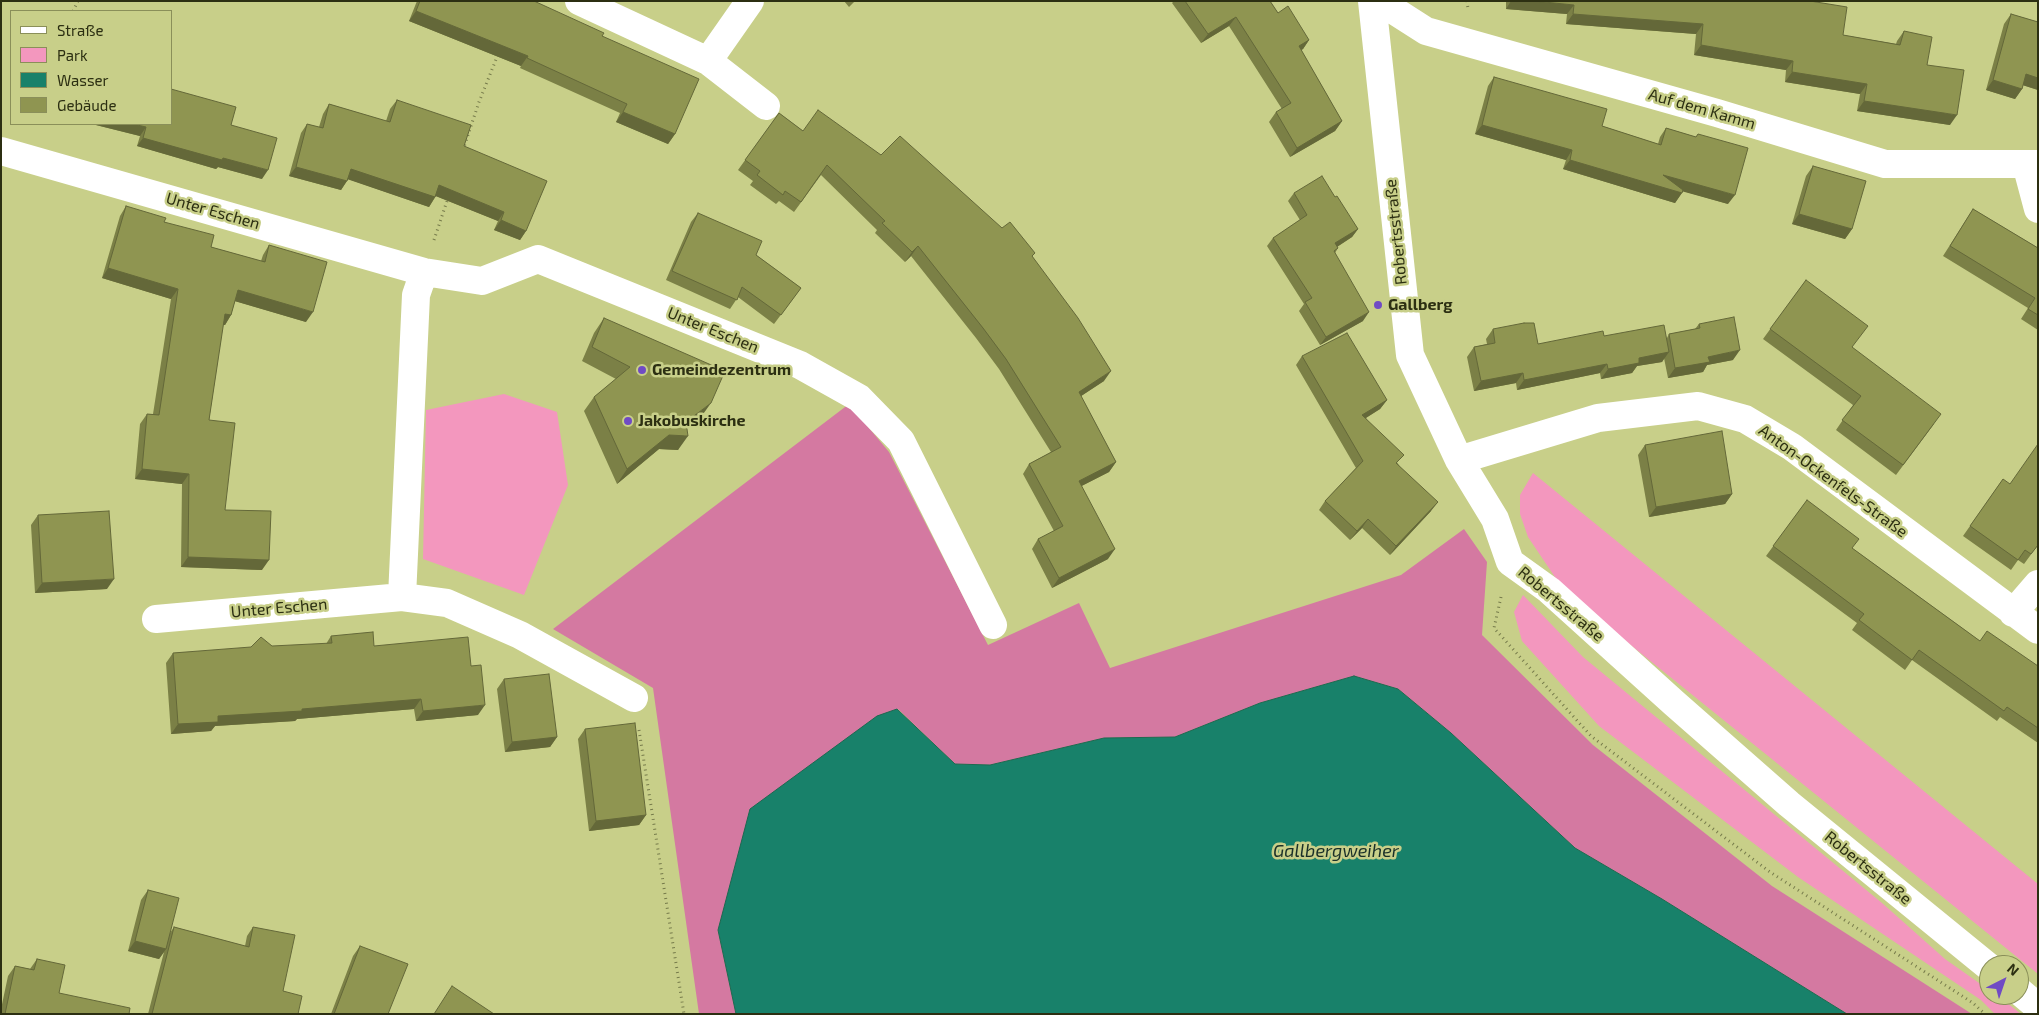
<!DOCTYPE html>
<meta charset="utf-8">
<style>
body{margin:0}
#map{position:relative;width:2039px;height:1015px;overflow:hidden;background:#c8cf89;font-family:"Exo 2",sans-serif}
canvas{display:block}
.frame{position:absolute;inset:0;border:2px solid #2c2f12;pointer-events:none}
.legend{position:absolute;left:10px;top:10px;width:162px;height:115px;box-sizing:border-box;background:#c8cf89;border:1px solid #8a8f59;margin:0;padding:6px 9px;list-style:none;font-size:15px;color:#2c2f12}
.legend li{display:flex;align-items:center;gap:10px;height:25px}
.legend b{width:25px;border:1px solid #8a8f59}
.north{position:absolute;left:1979px;top:955px;width:50px;height:50px;box-sizing:border-box;background:#c8cf89;border:1px solid #8a8f59;border-radius:50%;rotate:41deg;font-size:14px;font-weight:700;line-height:20px;text-align:center;color:#2c2f12}
.north::after{content:'';display:block;margin:auto;width:18px;height:22px;background:#704bc4;clip-path:polygon(50% 0,100% 100%,50% 72%,0 100%)}
</style>
<div id="map">
<canvas width="2039" height="1015"></canvas>
<div class="frame"></div>
<ul class="legend">
<li><b style="height:6px;background:#fff"></b>Straße</li>
<li><b style="height:14px;background:#f397be"></b>Park</li>
<li><b style="height:14px;background:#18816a"></b>Wasser</li>
<li><b style="height:14px;background:#8f9551"></b>Gebäude</li>
</ul>
<div class="north">N</div>
</div>
<script>
const ctx = document.querySelector('canvas').getContext('2d');
ctx.lineJoin = 'round';
function fill(path, color) {
  ctx.fillStyle = color;
  ctx.fill(path, 'evenodd');
}
function poly(rows) {
  const path = new Path2D();
  for (const r of rows) {
    path.moveTo(r[0], r[1]);
    for (let i = 2; i < r.length; i += 2) path.lineTo(r[i], r[i + 1]);
  }
  return path;
}
function trace(path, color, width, dash) {
  ctx.strokeStyle = color;
  ctx.lineWidth = width;
  ctx.lineCap = dash ? 'butt' : 'round';
  ctx.setLineDash(dash || []);
  ctx.stroke(path);
}
function write(font, color, halo, rows, align = 'center') {
  ctx.font = font + ' "Exo 2",sans-serif';
  ctx.lineWidth = 5;
  ctx.setLineDash([]);
  ctx.textBaseline = 'middle';
  ctx.strokeStyle = halo;
  ctx.fillStyle = color;
  for (const [text, x, y, turn = 0] of rows) {
    ctx.save();
    ctx.translate(x, y);
    ctx.rotate((+turn || 0) * Math.PI / 180);
    ctx.textAlign = isNaN(turn) ? turn : align;
    if (halo) ctx.strokeText(text, 0, 0);
    ctx.fillText(text, 0, 0);
    ctx.restore();
  }
}
const green = poly([
 [504,394,557,412,568,485,524,595,423,559,426,410],
 [1533,473,2038,884,2038,974,1565,592,1528,537,1520,514,1520,495],
 [1523,595,1583,657,1882,903,1945,959,1989,990,1989,995,1997,995,2021,1014,1995,1014,1981,1000,1798,877,1599,726,1522,641,1514,612]
]);
const forest = poly([
 [849,404,889,452,988,645,1079,603,1110,668,1401,575,1464,529,1487,562,1482,635,1593,745,1772,886,1972,1014,1847,1014,1662,899,1575,848,1451,733,1398,689,1354,676,1260,703,1175,737,1104,738,990,765,955,764,898,709,718,930,736,1014,699,1014,653,688,553,629]
]);
const water = poly([
 [1354,676,1398,689,1451,733,1575,848,1662,899,1847,1014,736,1014,718,930,750,809,877,716,897,709,955,764,990,765,1104,738,1175,737,1260,703,1354,676]
]);
const path = poly([
 [1467,1,1468,9],
 [73,11,78,1],
 [463,150,479,102,499,52],
 [434,240,448,198],
 [1501,597,1494,628,1591,736,1770,872,1973,1003,1985,1014],
 [639,730,684,1014]
]);
const street = poly([
 [579,1,708,61,750,1],
 [1372,1,1410,355,1459,460,1495,519,1510,562,1549,590,1674,703,1789,804,1989,967],
 [1379,1,1426,31,1717,113,1885,164,2038,164],
 [708,61,766,106],
 [1,151,424,272,482,281,538,259,800,365,859,398,901,441,993,625],
 [2026,164,2038,209],
 [424,272,416,295,402,597,447,603,520,635,634,698],
 [1459,460,1598,418,1698,406,1745,419,1792,447,2038,630],
 [2013,613,2038,584],
 [156,619,402,597],
 [2019,991,2038,1007]
]);
const wall = poly([
 [417,1,534,1,602,36,675,134,668,144,616,122,620,113,520,68,521,66,409,21],
 [844,1,855,1,849,7],
 [1174,1,1270,1,1278,13,1309,40,1303,49,1301,50,1342,121,1335,131,1290,157,1269,122,1276,112,1282,109,1229,26,1201,43,1172,3],
 [1506,1,1810,1,1843,35,1896,44,1897,41,1904,31,1927,65,1950,125,1857,111,1860,94,1785,82,1786,70,1694,55,1696,34,1566,24,1567,14,1506,9],
 [2011,14,2038,22,2038,90,2023,85,2022,89,2015,99,1986,90,2004,24],
 [1494,77,1602,126,1658,144,1660,137,1666,128,1696,137,1698,134,1728,204,1683,191,1675,203,1563,169,1566,160,1475,134,1488,86],
 [397,100,464,146,526,231,520,240,494,230,498,221,436,196,429,207,348,179,341,190,289,176,301,133,307,124,319,127,323,114,329,104,386,121,390,109],
 [779,113,803,131,881,155,1032,256,1104,381,1081,396,1116,462,1109,472,1081,486,1108,559,1052,588,1032,549,1038,539,1054,531,1023,474,1029,464,1051,452,999,369,976,338,911,256,905,262,875,233,877,230,821,175,794,212,779,201,776,204,750,185,753,181,738,170],
 [92,124,231,125,262,179,218,167,216,169,137,146,140,136],
 [1813,166,1852,229,1845,239,1792,224,1806,176],
 [1294,193,1335,197,1358,229,1352,237,1337,247,1338,248,1335,253,1363,321,1320,345,1299,311,1304,304,1267,246,1273,238,1300,220,1288,201],
 [126,206,164,222,211,247,261,261,263,255,269,245,306,322,235,301,231,315,225,325,223,325,209,420,225,510,262,570,181,567,182,484,135,479,140,424,147,414,153,414,171,299,102,278,120,216],
 [1973,209,2038,248,2038,330,2021,319,2028,308,1943,256],
 [698,213,756,255,801,288,774,324,738,297,730,309,666,280,691,222],
 [1806,280,1852,347,1934,424,1896,475,1836,430,1853,405,1763,339],
 [604,318,701,417,687,428,678,450,659,449,617,484,584,411,594,397,616,379,582,361,594,333],
 [1699,324,1733,360,1707,365,1703,372,1668,378,1664,358,1662,362,1637,366,1632,373,1601,379,1600,373,1517,390,1516,383,1474,391,1467,357,1474,347,1487,344,1486,339,1493,329,1538,344,1604,336,1667,338,1669,334,1695,329],
 [1302,356,1387,400,1380,409,1366,418,1431,511,1390,555,1362,528,1350,540,1319,510,1325,501,1356,468,1296,365],
 [1645,445,1732,494,1725,504,1649,517,1638,455],
 [2003,479,2038,545,2024,564,2018,560,2011,570,1963,536],
 [1807,500,1852,548,1980,641,2038,666,2038,743,2000,717,1997,721,1912,660,1905,670,1852,630,1857,623,1766,556],
 [38,515,107,589,35,593,31,525],
 [331,636,374,646,471,666,478,715,416,721,414,709,297,719,295,721,215,726,211,731,171,734,166,663,173,653,326,644],
 [504,679,557,737,550,747,505,752,497,689],
 [585,729,646,815,639,825,589,831,578,739],
 [148,890,170,933,174,927,245,946,247,936,253,927,283,991,298,1014,148,1014,164,952,159,959,128,951,141,900],
 [360,946,388,1014,331,1014,353,956],
 [37,959,59,993,129,1014,1,1014,1,1009,8,976,15,966,30,969]
]);
const shadedWall = poly([
 [1511,1,1534,1,1574,5,1567,14,1506,9],
 [416,11,528,56,521,66,409,21],
 [1573,14,1703,24,1696,34,1566,24],
 [1236,17,1229,26,1201,43,1208,34],
 [1309,40,1303,49,1292,56,1299,46],
 [1701,45,1793,61,1786,70,1694,55],
 [1792,72,1867,84,1860,94,1785,82],
 [2026,74,2038,78,2038,90,2019,84],
 [1993,80,2022,89,2015,99,1986,90],
 [1864,101,1957,115,1950,125,1857,111],
 [623,112,675,134,668,144,616,122],
 [1342,121,1335,131,1290,157,1297,148],
 [92,124,133,124,146,127,140,136],
 [1482,125,1572,150,1566,160,1475,134],
 [143,138,223,158,268,170,262,179,218,167,216,169,137,146],
 [1570,160,1682,193,1675,203,1563,169],
 [296,167,347,181,341,190,289,176],
 [351,169,435,197,429,207,344,178],
 [1663,175,1735,195,1728,204,1656,184],
 [439,185,504,212,498,221,433,195],
 [1799,214,1852,229,1845,239,1792,224],
 [501,220,526,231,520,240,494,230],
 [1358,229,1352,237,1329,252,1335,243],
 [918,246,911,256,905,262,912,252],
 [108,268,178,289,171,299,102,278],
 [238,290,313,312,306,322,231,300],
 [1369,312,1363,321,1320,345,1326,337],
 [225,314,231,315,225,325,218,324],
 [1740,350,1733,360,1707,365,1703,372,1668,378,1675,368,1708,357],
 [1669,352,1662,362,1637,366,1632,373,1601,379,1608,369,1639,358],
 [1607,364,1600,373,1517,390,1524,380],
 [1111,371,1104,381,1072,402,1079,392],
 [1523,373,1516,383,1474,391,1481,381],
 [1387,400,1380,409,1356,424,1362,415],
 [711,403,701,417,677,436,688,436,678,450,659,449,617,484,627,469,669,435],
 [1116,462,1109,472,1072,491,1079,481],
 [142,469,189,474,182,484,135,479],
 [1732,494,1725,504,1649,517,1656,507],
 [1438,502,1431,511,1390,555,1396,546],
 [1368,519,1362,528,1350,540,1357,531],
 [1115,549,1108,559,1052,588,1059,578],
 [188,557,269,560,262,570,181,567],
 [114,579,107,589,35,593,42,583],
 [421,699,414,709,297,719,295,721,215,726,211,731,171,734,178,724,218,716],
 [485,705,478,715,416,721,423,711],
 [557,737,550,747,505,752,512,742],
 [646,815,639,825,589,831,596,821],
 [135,941,166,949,159,959,128,951]
]);
const building = poly([
 [420,1,534,1,604,33,602,36,699,79,675,134,623,112,627,104,527,58,528,56,416,11,420,1],
 [1185,1,1270,1,1278,13,1288,6,1309,40,1299,46,1342,121,1297,148,1276,112,1291,103,1236,17,1208,34,1185,1],
 [1534,1,1810,1,1847,7,1843,35,1900,45,1904,31,1932,37,1927,65,1964,70,1957,115,1864,101,1867,84,1792,72,1793,61,1701,45,1703,24,1573,14,1574,5,1534,1],
 [2011,14,2038,22,2038,78,2026,74,2022,89,1993,80,2011,14],
 [1494,77,1607,109,1602,126,1661,145,1666,128,1696,137,1698,134,1748,148,1735,195,1663,175,1683,190,1682,193,1570,160,1572,150,1482,125,1494,77],
 [171,89,236,107,231,125,277,138,268,170,223,158,222,160,143,138,146,127,133,124,171,124,171,89],
 [397,100,471,125,464,146,547,181,526,231,501,220,504,212,439,185,435,197,351,169,347,181,296,167,307,124,323,128,329,104,390,122,397,100],
 [818,110,881,155,900,136,1002,228,1010,222,1035,253,1032,256,1078,318,1111,371,1079,392,1116,462,1079,481,1115,549,1059,578,1038,539,1063,526,1029,464,1061,447,1006,359,983,328,918,246,912,252,882,223,885,221,827,165,801,202,785,191,783,195,757,175,760,171,745,160,779,113,803,131,818,110],
 [1813,166,1866,181,1852,229,1799,214,1813,166],
 [1322,176,1335,197,1337,196,1358,229,1335,243,1338,248,1334,251,1369,312,1326,337,1305,302,1312,298,1273,238,1307,215,1294,193,1322,176],
 [126,206,166,218,164,222,214,235,211,247,265,262,269,245,327,262,313,312,238,290,231,315,225,314,209,420,235,423,225,510,271,511,269,560,188,557,189,474,142,469,147,414,159,415,178,289,108,268,126,206],
 [1973,209,2038,248,2038,315,2028,309,2035,298,1950,246,1973,209],
 [698,213,762,241,756,255,801,288,781,315,742,287,737,300,672,271,698,213],
 [1806,280,1868,326,1852,347,1941,414,1903,465,1842,420,1861,396,1770,329,1806,280],
 [1734,317,1740,350,1708,357,1710,362,1675,368,1669,334,1700,328,1699,324,1734,317],
 [604,318,725,371,711,403,686,422,688,436,669,435,627,469,594,397,630,367,592,347,604,318],
 [1524,323,1534,323,1538,344,1603,331,1604,336,1664,325,1669,352,1639,358,1639,363,1608,369,1607,364,1524,380,1523,373,1481,381,1474,347,1495,343,1493,329,1524,323],
 [1347,333,1387,400,1362,415,1404,455,1396,463,1438,502,1396,546,1368,519,1357,531,1325,501,1363,461,1302,356,1347,333],
 [1722,431,1732,494,1656,507,1645,445,1722,431],
 [2038,444,2038,545,2031,554,2025,550,2018,560,1970,526,2003,479,2010,484,2038,444],
 [1807,500,1859,539,1852,548,1980,641,1987,631,2038,666,2038,728,2007,707,2004,711,1919,650,1912,660,1859,620,1864,614,1773,546,1807,500],
 [109,511,114,579,42,583,38,515,109,511],
 [373,632,374,646,468,637,471,666,481,665,485,705,423,711,421,699,302,709,302,711,218,716,218,722,178,724,173,653,251,647,261,637,272,646,332,643,331,636,373,632],
 [549,674,557,737,512,742,504,679,549,674],
 [635,723,646,815,596,821,585,729,635,723],
 [148,890,179,898,166,949,135,941,148,890],
 [174,927,249,947,253,927,295,935,283,991,302,996,298,1014,152,1014,174,927],
 [360,946,408,964,388,1014,334,1014,360,946],
 [37,959,65,965,59,993,130,1008,129,1014,5,1014,15,966,34,970,37,959],
 [452,986,494,1014,434,1014,452,986]
]);
const markers = [
 [1378,305,5,"#704bc4"],
 [642,370,5,"#704bc4"],
 [628,421,5,"#704bc4"]
];
const streetNames = [
 ["Auf dem Kamm",1702,109,16],
 ["Unter Eschen",213,211,16],
 ["Robertsstraße",1396,232,-96],
 ["Unter Eschen",713,330,22],
 ["Anton-Ockenfels-Straße",1833,481,36],
 ["Robertsstraße",1561,604,40],
 ["Unter Eschen",279,608,-5],
 ["Robertsstraße",1868,868,39]
];
const poiNames = [
 ["Gallberg",1388,305],
 ["Gemeindezentrum",652,370],
 ["Jakobuskirche",638,421]
];
const waterNames = [
 ["Gallbergweiher",1336,851]
];
fill(green, '#f397be');
fill(forest, '#d479a1');
fill(water, '#18816a');
trace(water, '#1e6850', 1);
trace(path, '#767b4b', 3, [1, 4]);
trace(street, '#fff', 28);
fill(wall, '#7b8046');
fill(shadedWall, '#646839');
fill(building, '#8f9551');
trace(building, '#646839', 1);
for (const [x, y, r, color] of markers) {
  const dot = new Path2D();
  dot.arc(x, y, r, 0, 2 * Math.PI);
  ctx.fillStyle = color;
  ctx.fill(dot);
  trace(dot, '#c8cf89', 2);
}
write('16px', '#2c2f12', '#c8cf89', streetNames);
write('bold 16px', '#2c2f12', '#c8cf89', poiNames, 'left');
write('italic 18px', '#192f28', '#c8cf89', waterNames);
</script>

## DESCRIPTION OF THE TASK
Read through the entries above and copy each line that has the string "halo" in it.

## SOLUTION TO THE PROBLEM
function write(font, color, halo, rows, align = 'center') {
  ctx.strokeStyle = halo;
    if (halo) ctx.strokeText(text, 0, 0);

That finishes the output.